Take each line of the records below that contains the string "hidden" and copy it.

= Excerpted data =
• • • • •

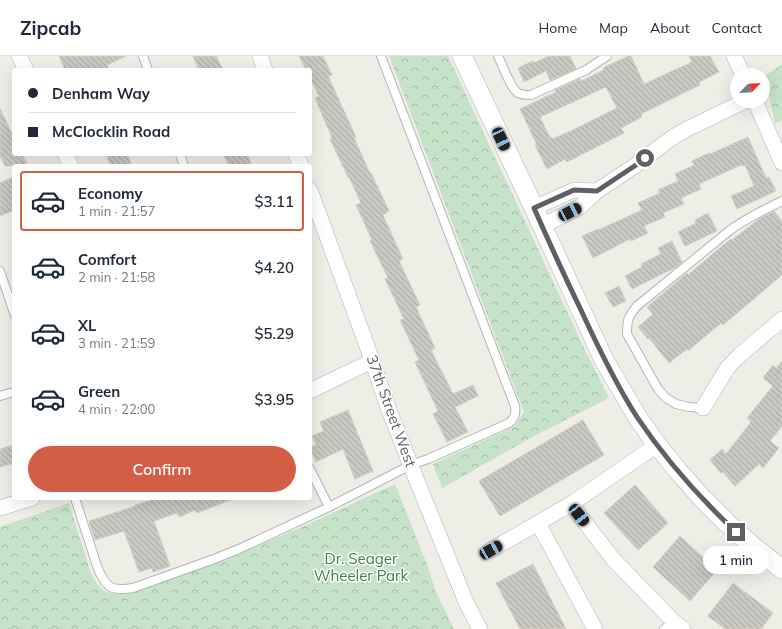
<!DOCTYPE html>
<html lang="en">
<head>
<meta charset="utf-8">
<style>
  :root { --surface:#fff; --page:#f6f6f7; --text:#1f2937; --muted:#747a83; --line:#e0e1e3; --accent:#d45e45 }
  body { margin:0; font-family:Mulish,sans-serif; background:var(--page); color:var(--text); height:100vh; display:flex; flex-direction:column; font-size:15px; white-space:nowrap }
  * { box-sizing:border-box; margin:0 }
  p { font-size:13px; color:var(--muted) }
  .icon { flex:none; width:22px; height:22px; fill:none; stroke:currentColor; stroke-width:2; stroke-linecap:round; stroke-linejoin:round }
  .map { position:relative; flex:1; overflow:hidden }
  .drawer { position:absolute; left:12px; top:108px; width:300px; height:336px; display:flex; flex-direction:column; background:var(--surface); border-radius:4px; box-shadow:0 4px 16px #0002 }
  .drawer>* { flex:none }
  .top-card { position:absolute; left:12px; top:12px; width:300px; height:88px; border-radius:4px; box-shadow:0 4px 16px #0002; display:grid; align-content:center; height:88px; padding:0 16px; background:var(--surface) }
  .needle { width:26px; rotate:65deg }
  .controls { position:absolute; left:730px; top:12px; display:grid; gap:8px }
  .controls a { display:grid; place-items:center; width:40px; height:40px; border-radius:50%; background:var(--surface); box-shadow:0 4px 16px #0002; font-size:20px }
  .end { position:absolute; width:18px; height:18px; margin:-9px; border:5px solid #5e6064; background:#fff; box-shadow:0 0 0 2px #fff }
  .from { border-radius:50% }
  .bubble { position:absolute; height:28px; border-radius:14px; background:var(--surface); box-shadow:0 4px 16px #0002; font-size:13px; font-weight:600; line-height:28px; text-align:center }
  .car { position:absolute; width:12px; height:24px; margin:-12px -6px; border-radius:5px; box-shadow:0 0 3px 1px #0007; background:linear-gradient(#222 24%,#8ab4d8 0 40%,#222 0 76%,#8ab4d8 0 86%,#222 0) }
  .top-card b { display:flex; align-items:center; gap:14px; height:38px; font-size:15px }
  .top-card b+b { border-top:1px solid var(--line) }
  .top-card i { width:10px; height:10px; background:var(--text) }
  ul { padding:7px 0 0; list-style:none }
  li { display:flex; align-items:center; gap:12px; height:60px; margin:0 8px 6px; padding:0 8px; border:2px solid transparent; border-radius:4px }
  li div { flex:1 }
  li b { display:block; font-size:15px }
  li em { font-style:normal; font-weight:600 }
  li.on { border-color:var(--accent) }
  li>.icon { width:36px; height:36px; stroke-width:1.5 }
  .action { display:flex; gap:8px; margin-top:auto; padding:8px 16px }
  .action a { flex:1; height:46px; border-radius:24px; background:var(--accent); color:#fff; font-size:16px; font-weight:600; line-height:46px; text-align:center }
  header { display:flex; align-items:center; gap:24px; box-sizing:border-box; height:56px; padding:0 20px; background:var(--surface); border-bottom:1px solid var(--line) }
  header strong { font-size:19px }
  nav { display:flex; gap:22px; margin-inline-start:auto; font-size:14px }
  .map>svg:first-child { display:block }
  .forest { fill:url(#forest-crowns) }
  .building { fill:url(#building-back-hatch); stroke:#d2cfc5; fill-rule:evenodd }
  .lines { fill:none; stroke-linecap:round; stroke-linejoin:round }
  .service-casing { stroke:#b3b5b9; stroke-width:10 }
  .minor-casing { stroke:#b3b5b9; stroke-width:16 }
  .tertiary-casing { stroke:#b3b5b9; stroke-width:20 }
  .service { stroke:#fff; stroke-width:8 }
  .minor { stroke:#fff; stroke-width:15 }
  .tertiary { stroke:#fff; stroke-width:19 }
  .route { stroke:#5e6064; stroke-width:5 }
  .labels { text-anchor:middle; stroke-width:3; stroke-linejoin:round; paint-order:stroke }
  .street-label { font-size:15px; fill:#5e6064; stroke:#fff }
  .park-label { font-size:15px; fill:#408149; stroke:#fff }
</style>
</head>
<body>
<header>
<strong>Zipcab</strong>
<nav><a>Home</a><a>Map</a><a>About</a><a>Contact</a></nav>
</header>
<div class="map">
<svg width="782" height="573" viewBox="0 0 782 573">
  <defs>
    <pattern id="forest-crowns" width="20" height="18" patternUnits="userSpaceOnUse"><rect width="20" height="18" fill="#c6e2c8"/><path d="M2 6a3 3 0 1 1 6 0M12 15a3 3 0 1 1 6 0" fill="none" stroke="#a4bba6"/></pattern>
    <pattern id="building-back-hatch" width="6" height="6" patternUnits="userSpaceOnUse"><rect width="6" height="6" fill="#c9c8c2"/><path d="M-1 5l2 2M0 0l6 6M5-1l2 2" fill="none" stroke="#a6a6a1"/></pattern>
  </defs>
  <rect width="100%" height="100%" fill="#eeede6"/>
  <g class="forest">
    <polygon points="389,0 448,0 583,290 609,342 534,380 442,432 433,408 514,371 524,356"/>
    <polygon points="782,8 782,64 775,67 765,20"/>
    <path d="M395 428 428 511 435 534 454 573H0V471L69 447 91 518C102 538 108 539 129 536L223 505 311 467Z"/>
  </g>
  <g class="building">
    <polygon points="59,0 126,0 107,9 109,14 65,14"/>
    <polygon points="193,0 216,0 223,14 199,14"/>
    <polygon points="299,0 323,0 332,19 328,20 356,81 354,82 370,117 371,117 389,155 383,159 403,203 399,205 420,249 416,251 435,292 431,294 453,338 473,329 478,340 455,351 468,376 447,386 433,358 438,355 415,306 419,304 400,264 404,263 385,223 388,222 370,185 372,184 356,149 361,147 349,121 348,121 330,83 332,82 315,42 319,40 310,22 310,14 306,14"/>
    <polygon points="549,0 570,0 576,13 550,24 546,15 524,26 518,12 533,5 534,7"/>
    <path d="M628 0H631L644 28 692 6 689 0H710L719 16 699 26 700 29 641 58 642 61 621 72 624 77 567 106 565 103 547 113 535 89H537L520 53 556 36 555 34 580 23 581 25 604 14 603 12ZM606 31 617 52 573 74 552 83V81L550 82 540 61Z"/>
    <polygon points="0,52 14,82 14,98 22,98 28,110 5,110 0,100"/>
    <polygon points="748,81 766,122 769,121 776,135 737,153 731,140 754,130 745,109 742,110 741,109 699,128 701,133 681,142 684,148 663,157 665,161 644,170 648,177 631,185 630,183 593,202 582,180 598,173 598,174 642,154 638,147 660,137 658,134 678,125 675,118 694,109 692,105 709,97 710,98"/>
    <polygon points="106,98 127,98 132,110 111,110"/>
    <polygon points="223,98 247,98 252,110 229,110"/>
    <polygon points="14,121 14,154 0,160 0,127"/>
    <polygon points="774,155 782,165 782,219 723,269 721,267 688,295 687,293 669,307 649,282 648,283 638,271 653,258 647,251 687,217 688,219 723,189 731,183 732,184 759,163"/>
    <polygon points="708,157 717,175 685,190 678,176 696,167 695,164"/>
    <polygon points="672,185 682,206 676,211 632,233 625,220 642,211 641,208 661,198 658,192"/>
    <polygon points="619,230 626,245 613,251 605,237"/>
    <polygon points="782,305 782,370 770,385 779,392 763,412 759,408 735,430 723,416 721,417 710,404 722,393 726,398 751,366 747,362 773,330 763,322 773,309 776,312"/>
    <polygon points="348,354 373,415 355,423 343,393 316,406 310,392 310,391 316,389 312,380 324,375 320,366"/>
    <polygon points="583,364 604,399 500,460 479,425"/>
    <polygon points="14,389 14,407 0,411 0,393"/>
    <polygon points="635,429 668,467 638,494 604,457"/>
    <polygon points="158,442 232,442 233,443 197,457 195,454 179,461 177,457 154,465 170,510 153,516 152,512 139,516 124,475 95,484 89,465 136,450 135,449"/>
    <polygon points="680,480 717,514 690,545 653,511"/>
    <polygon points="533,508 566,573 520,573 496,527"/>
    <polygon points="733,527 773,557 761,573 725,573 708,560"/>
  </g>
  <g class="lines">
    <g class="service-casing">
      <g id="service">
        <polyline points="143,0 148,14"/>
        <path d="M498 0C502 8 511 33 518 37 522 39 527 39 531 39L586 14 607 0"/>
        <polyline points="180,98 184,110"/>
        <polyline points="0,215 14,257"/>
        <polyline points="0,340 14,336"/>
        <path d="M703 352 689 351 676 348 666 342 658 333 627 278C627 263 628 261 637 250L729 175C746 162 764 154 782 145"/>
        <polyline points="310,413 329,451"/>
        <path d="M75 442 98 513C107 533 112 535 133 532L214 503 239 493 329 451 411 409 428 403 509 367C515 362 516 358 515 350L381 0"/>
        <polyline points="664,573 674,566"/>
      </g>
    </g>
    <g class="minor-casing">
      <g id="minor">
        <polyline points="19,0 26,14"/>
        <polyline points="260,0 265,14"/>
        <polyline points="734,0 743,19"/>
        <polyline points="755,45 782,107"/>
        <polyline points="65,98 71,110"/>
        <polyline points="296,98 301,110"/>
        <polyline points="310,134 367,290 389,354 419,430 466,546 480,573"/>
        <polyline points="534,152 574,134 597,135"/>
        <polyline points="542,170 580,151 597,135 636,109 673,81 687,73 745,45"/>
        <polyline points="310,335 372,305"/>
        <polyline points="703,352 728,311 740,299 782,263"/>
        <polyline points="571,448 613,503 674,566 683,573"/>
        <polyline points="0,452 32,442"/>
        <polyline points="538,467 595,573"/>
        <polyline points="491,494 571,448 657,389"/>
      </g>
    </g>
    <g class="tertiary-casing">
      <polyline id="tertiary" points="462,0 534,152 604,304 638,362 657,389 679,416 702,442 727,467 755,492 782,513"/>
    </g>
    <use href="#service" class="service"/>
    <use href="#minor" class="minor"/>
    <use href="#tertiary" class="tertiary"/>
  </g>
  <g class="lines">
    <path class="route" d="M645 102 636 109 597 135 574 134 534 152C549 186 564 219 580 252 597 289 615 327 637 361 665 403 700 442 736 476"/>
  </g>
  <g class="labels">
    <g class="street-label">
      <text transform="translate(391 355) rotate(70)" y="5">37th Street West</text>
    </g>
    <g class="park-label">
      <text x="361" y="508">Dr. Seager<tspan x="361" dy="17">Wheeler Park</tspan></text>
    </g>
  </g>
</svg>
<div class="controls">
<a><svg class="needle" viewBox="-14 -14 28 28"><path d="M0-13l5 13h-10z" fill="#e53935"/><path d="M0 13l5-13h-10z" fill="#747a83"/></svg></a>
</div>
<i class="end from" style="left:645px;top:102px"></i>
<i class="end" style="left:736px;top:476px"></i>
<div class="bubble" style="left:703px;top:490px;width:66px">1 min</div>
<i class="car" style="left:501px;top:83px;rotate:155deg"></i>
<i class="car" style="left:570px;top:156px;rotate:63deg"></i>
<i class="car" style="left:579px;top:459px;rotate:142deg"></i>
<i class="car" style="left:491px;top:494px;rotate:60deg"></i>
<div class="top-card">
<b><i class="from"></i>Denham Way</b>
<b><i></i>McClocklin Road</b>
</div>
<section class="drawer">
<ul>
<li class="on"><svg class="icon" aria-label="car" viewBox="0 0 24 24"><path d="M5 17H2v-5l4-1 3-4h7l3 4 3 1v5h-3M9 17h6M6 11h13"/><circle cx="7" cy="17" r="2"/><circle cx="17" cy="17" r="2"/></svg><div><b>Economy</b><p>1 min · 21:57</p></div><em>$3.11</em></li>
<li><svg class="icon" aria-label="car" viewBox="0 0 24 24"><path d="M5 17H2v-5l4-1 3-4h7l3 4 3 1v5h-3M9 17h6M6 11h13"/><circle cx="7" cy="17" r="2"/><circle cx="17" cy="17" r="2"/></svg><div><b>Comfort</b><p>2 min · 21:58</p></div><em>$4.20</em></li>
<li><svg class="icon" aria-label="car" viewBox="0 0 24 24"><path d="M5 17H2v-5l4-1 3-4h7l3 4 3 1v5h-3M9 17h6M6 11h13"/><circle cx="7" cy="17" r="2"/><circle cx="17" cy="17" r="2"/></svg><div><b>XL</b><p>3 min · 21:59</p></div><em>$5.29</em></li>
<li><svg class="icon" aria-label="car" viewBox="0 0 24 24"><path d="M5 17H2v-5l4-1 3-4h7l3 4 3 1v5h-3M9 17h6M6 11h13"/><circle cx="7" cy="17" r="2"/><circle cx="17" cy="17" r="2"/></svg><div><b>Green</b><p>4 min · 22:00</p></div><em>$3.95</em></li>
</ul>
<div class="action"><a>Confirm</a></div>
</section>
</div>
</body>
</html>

• • • • •

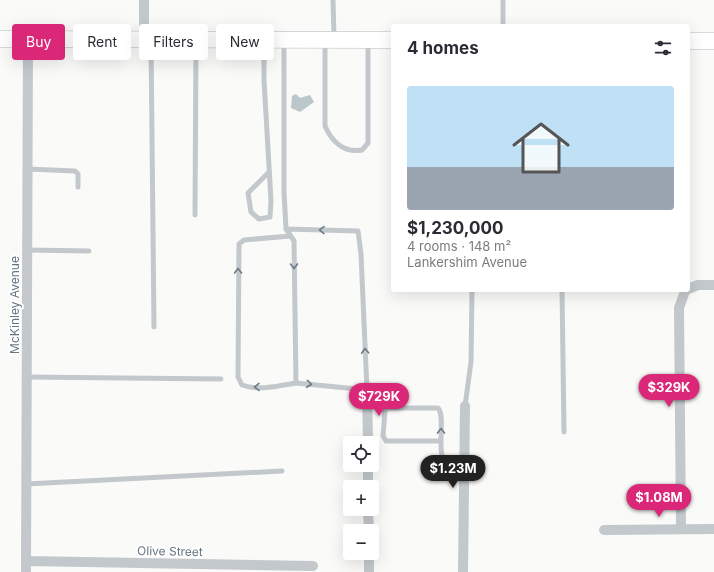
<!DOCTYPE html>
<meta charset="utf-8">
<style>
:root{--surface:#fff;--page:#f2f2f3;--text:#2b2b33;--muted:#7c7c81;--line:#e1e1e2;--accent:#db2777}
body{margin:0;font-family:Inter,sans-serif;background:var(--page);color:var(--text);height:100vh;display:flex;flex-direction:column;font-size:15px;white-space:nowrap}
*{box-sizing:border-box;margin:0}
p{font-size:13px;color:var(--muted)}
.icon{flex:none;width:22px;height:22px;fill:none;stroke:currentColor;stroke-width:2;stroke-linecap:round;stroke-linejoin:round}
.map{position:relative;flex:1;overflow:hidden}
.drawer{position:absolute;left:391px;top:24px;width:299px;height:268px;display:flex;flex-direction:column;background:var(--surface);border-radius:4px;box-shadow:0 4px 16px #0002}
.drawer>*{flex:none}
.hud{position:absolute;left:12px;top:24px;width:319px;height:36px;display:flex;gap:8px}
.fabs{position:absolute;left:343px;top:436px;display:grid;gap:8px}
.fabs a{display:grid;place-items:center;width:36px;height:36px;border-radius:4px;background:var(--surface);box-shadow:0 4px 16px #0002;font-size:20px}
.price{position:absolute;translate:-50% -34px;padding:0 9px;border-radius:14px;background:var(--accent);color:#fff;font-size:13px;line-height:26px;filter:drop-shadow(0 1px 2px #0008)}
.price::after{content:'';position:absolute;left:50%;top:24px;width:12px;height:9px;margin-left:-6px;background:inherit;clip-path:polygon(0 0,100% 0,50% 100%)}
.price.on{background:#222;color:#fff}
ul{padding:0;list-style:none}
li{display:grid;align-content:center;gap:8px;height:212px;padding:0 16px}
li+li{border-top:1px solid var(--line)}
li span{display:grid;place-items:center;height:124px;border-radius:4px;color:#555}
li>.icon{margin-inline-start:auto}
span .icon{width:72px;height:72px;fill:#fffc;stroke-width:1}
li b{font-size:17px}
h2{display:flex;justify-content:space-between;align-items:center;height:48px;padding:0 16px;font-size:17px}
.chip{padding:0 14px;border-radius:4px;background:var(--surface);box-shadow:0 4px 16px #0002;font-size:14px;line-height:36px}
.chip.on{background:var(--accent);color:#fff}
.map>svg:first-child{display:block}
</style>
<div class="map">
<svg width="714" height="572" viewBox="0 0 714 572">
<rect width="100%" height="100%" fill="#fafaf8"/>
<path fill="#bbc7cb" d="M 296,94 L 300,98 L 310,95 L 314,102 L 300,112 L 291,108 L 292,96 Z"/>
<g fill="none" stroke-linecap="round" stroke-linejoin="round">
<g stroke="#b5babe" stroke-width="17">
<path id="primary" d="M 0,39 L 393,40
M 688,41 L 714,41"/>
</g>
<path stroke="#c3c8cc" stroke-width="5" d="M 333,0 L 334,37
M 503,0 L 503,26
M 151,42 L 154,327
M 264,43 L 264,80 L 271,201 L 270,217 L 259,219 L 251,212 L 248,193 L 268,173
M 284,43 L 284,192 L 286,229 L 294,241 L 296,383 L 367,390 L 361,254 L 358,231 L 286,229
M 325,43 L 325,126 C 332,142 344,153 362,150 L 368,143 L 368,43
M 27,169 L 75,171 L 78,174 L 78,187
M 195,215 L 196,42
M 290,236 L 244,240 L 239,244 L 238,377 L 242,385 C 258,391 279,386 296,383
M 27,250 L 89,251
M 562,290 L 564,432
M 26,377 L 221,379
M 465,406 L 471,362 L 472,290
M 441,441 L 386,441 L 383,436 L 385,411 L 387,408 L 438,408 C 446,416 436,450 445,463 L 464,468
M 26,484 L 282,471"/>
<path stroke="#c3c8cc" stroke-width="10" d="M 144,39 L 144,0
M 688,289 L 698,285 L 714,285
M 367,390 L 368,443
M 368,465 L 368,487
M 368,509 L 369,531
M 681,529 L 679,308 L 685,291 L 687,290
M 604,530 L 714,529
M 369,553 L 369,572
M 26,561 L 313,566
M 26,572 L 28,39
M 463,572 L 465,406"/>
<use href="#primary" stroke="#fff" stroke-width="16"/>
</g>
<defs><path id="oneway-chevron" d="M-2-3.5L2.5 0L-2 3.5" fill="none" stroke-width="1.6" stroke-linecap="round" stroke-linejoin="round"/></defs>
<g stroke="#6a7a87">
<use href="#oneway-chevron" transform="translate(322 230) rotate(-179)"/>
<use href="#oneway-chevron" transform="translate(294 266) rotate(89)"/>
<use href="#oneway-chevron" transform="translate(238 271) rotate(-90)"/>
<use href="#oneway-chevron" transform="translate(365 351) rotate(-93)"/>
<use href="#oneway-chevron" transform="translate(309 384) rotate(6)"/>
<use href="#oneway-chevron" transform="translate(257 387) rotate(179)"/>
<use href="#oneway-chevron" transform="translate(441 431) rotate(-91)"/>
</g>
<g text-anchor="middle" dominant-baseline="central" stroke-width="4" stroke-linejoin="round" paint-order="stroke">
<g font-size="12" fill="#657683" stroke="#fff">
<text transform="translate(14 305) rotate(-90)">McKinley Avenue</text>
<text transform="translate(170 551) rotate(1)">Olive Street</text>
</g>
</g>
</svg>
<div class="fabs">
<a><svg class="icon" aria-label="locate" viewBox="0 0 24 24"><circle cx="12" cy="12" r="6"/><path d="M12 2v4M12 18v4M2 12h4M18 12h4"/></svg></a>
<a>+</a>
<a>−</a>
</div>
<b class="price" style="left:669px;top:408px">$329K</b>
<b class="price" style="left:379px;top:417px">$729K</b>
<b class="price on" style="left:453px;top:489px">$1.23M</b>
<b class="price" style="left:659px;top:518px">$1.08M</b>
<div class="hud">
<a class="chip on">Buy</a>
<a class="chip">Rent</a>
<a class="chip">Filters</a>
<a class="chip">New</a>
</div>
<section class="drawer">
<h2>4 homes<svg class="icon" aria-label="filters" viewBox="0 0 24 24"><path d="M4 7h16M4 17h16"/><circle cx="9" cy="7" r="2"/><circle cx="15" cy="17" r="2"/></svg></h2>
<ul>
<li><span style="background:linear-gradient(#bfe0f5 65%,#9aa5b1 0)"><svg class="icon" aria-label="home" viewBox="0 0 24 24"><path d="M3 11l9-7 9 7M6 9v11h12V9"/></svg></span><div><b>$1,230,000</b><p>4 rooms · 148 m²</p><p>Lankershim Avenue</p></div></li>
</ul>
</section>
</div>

• • • • •

= Your response =
  .map { position:relative; flex:1; overflow:hidden }
.map{position:relative;flex:1;overflow:hidden}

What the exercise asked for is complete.